Return all of the entries, keeping every word and mark as it is.

** Opening Data provided block **

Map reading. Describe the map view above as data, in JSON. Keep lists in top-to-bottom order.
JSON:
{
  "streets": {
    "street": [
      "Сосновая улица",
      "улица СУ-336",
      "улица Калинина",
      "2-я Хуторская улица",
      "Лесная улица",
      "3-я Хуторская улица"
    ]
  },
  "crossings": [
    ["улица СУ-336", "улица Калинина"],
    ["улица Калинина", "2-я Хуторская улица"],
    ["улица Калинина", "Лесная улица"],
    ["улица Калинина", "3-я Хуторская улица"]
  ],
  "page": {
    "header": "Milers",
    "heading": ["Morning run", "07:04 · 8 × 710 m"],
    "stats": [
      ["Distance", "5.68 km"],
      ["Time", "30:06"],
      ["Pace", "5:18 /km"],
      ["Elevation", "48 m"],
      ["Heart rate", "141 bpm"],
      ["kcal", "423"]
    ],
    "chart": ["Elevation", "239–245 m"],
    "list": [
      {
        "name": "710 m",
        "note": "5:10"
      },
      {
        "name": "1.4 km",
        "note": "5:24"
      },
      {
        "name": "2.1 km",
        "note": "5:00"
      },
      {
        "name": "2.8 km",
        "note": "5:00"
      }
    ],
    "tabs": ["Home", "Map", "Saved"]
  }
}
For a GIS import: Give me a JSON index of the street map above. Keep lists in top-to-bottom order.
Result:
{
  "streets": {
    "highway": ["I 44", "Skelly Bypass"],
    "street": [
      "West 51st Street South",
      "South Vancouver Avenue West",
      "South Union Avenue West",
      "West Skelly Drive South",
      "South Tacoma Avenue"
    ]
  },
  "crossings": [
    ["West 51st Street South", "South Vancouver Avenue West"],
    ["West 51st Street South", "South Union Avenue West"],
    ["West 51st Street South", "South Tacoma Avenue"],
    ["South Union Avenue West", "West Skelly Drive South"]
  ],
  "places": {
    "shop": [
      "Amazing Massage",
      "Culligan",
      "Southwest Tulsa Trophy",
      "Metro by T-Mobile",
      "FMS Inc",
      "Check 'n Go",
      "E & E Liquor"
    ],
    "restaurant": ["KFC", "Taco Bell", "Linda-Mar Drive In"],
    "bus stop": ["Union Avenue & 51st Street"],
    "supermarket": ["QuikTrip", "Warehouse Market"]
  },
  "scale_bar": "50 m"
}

** Closing Data provided block **

## Problem solution
Map reading. Describe the map view above as data, in JSON. Keep lists in top-to-bottom order.
JSON:
{
  "streets": {
    "street": [
      "Сосновая улица",
      "улица СУ-336",
      "улица Калинина",
      "2-я Хуторская улица",
      "Лесная улица",
      "3-я Хуторская улица"
    ]
  },
  "crossings": [
    ["улица СУ-336", "улица Калинина"],
    ["улица Калинина", "2-я Хуторская улица"],
    ["улица Калинина", "Лесная улица"],
    ["улица Калинина", "3-я Хуторская улица"]
  ],
  "page": {
    "header": "Milers",
    "heading": ["Morning run", "07:04 · 8 × 710 m"],
    "stats": [
      ["Distance", "5.68 km"],
      ["Time", "30:06"],
      ["Pace", "5:18 /km"],
      ["Elevation", "48 m"],
      ["Heart rate", "141 bpm"],
      ["kcal", "423"]
    ],
    "chart": ["Elevation", "239–245 m"],
    "list": [
      {
        "name": "710 m",
        "note": "5:10"
      },
      {
        "name": "1.4 km",
        "note": "5:24"
      },
      {
        "name": "2.1 km",
        "note": "5:00"
      },
      {
        "name": "2.8 km",
        "note": "5:00"
      }
    ],
    "tabs": ["Home", "Map", "Saved"]
  }
}
For a GIS import: Give me a JSON index of the street map above. Keep lists in top-to-bottom order.
Result:
{
  "streets": {
    "highway": ["I 44", "Skelly Bypass"],
    "street": [
      "West 51st Street South",
      "South Vancouver Avenue West",
      "South Union Avenue West",
      "West Skelly Drive South",
      "South Tacoma Avenue"
    ]
  },
  "crossings": [
    ["West 51st Street South", "South Vancouver Avenue West"],
    ["West 51st Street South", "South Union Avenue West"],
    ["West 51st Street South", "South Tacoma Avenue"],
    ["South Union Avenue West", "West Skelly Drive South"]
  ],
  "places": {
    "shop": [
      "Amazing Massage",
      "Culligan",
      "Southwest Tulsa Trophy",
      "Metro by T-Mobile",
      "FMS Inc",
      "Check 'n Go",
      "E & E Liquor"
    ],
    "restaurant": ["KFC", "Taco Bell", "Linda-Mar Drive In"],
    "bus stop": ["Union Avenue & 51st Street"],
    "supermarket": ["QuikTrip", "Warehouse Market"]
  },
  "scale_bar": "50 m"
}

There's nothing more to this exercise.